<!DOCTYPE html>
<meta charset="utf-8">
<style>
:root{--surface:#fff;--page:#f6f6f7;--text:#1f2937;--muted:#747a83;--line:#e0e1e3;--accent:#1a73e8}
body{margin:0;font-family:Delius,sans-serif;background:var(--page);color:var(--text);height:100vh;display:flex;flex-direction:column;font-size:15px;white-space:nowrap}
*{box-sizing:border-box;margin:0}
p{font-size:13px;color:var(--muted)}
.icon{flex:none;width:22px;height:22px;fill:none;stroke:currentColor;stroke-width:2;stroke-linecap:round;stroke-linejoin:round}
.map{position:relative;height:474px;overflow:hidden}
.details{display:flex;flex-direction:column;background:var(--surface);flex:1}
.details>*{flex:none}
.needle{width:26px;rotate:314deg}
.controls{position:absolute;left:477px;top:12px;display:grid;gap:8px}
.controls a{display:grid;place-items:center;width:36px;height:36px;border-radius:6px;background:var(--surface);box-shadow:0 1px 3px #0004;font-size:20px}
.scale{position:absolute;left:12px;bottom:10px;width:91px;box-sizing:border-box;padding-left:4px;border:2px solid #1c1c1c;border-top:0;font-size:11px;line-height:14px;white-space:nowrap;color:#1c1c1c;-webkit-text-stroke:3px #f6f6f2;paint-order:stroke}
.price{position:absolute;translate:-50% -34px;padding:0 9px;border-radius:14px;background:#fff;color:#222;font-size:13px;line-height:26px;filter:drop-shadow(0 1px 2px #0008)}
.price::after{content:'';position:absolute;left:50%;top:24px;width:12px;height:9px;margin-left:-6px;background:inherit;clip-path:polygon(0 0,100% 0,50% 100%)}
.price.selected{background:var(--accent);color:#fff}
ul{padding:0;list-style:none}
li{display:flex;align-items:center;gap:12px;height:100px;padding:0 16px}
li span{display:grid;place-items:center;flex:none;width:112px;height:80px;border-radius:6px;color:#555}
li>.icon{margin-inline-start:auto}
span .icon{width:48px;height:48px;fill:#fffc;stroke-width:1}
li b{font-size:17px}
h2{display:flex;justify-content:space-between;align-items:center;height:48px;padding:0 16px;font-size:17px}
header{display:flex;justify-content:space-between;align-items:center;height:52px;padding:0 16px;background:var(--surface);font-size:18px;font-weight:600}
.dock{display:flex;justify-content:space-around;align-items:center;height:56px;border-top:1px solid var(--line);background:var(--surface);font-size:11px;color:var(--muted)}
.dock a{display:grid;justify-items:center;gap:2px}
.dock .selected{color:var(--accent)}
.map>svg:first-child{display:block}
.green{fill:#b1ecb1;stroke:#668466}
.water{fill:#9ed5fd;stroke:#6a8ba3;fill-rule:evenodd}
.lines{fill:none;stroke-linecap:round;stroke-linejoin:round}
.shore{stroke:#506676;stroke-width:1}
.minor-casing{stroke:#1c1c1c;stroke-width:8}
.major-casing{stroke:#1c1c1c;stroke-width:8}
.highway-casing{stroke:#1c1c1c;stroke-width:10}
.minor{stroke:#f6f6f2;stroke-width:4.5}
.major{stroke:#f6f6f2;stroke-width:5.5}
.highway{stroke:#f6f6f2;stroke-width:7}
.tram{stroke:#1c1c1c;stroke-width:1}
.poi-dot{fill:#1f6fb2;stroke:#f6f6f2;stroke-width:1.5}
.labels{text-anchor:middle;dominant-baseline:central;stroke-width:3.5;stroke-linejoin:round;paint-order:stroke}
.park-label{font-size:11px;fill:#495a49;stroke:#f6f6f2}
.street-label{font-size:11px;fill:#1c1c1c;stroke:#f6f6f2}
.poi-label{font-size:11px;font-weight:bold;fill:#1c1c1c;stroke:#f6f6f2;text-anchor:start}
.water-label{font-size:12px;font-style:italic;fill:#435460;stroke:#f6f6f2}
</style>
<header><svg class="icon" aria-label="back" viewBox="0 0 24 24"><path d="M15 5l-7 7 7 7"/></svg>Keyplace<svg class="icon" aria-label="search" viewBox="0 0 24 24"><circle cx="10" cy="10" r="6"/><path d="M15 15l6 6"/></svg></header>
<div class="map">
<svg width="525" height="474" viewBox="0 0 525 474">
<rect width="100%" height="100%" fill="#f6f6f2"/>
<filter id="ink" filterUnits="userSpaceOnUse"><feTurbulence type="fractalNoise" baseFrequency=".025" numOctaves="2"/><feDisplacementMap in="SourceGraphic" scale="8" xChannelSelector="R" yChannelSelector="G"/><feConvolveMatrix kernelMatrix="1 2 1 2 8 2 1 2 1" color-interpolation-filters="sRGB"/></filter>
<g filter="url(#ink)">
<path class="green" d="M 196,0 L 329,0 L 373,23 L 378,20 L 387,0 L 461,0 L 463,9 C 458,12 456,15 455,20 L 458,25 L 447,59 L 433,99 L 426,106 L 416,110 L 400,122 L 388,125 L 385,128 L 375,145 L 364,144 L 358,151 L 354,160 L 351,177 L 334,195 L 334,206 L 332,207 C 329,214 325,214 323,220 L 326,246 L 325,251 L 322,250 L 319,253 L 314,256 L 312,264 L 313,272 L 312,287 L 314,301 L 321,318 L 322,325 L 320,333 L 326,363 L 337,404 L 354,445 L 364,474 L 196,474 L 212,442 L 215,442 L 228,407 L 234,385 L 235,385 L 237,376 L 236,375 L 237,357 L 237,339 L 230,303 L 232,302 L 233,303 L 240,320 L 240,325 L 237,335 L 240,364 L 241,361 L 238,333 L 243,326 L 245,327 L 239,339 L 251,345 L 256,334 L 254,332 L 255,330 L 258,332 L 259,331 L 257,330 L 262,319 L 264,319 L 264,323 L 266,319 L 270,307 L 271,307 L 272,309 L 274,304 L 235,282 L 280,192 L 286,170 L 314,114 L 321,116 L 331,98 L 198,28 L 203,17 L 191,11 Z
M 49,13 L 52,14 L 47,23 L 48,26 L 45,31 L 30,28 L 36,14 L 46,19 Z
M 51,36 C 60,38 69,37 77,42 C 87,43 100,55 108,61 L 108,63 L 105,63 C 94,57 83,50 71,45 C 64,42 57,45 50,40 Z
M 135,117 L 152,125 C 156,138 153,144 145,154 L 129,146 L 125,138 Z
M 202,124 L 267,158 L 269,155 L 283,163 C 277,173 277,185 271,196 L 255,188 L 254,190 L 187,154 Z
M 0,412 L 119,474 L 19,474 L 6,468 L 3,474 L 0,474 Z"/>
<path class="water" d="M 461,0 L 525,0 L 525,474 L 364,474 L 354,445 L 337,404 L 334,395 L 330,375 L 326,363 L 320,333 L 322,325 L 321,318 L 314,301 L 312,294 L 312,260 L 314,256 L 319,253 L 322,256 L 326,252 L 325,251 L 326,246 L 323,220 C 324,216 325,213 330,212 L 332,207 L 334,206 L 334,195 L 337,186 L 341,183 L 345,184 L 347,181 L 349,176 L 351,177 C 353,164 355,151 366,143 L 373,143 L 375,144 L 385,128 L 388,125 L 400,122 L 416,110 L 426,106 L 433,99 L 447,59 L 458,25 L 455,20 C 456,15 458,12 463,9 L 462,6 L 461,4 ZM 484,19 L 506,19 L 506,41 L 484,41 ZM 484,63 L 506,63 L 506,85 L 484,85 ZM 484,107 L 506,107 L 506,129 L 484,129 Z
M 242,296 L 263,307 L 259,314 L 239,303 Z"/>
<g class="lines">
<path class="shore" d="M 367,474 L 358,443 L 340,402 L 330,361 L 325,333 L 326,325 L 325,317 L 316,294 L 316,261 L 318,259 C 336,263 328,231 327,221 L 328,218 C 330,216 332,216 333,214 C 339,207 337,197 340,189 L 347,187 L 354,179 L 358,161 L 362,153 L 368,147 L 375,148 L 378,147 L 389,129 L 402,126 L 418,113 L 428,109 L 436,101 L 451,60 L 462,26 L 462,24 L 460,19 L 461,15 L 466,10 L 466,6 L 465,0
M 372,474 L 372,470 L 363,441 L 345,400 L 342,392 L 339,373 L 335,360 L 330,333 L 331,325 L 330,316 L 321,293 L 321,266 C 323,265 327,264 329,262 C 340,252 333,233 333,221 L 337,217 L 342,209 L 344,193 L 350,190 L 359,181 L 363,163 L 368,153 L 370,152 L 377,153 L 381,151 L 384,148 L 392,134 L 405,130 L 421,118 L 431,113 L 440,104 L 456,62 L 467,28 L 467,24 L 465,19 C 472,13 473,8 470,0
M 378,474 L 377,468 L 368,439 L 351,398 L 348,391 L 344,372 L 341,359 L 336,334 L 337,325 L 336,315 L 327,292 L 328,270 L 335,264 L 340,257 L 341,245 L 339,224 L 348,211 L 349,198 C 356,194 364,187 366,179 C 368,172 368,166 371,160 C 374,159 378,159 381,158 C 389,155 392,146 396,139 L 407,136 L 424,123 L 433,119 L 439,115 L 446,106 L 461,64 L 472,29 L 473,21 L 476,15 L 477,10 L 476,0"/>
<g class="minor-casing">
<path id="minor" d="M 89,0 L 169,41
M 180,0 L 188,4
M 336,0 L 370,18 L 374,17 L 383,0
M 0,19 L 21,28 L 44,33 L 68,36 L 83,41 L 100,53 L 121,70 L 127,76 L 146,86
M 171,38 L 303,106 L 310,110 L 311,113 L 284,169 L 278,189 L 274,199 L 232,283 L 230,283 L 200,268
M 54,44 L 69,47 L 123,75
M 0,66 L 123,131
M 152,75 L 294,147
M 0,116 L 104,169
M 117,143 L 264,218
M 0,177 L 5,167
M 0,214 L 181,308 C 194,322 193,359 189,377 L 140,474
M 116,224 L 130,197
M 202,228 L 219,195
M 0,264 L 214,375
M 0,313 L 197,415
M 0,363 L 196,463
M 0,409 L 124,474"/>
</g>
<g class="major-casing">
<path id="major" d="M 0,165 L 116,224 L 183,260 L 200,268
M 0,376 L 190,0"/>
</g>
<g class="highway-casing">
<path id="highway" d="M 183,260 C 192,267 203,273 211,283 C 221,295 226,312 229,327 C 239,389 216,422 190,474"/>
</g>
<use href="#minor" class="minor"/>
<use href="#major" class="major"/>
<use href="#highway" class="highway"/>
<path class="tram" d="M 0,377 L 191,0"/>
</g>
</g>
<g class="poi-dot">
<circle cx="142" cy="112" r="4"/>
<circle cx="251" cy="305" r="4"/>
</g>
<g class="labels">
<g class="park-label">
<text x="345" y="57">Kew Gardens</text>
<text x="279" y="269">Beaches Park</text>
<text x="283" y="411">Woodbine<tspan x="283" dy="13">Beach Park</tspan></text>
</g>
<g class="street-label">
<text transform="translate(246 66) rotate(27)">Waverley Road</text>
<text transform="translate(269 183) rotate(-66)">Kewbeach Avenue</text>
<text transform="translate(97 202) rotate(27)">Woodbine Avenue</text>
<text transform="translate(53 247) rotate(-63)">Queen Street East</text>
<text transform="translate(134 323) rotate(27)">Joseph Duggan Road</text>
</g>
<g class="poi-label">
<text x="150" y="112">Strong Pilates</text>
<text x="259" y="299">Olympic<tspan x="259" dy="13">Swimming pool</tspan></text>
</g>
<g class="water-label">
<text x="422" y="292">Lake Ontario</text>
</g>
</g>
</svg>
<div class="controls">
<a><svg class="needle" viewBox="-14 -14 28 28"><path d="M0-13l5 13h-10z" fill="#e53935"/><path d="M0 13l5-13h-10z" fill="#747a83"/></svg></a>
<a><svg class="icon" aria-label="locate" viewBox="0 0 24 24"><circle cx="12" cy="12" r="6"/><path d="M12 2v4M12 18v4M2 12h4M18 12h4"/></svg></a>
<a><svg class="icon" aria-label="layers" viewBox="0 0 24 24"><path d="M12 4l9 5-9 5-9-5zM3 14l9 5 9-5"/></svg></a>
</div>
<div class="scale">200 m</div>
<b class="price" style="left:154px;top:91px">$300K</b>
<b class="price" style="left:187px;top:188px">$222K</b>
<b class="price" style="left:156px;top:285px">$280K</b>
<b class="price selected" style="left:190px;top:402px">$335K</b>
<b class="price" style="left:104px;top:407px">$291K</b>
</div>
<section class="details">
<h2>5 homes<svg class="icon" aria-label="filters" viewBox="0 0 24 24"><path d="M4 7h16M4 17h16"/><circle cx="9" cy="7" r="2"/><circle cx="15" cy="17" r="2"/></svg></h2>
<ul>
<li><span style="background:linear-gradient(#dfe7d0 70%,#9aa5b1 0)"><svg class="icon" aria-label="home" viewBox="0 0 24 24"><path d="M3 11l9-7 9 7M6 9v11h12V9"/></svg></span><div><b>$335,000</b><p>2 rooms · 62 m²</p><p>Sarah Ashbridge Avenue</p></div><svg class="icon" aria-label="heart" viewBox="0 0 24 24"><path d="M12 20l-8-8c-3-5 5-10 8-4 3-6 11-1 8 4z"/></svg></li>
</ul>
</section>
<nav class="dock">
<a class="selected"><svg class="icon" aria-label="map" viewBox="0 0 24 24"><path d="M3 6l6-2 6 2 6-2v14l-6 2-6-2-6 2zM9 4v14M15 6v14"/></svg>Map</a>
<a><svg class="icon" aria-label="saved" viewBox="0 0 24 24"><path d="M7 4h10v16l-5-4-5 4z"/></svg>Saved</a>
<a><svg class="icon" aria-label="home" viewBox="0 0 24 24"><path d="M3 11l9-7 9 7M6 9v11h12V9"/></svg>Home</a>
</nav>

• Work to be completed
If a line in the records has the word "controls", copy that line.

• Response below
.controls{position:absolute;left:477px;top:12px;display:grid;gap:8px}
.controls a{display:grid;place-items:center;width:36px;height:36px;border-radius:6px;background:var(--surface);box-shadow:0 1px 3px #0004;font-size:20px}
<div class="controls">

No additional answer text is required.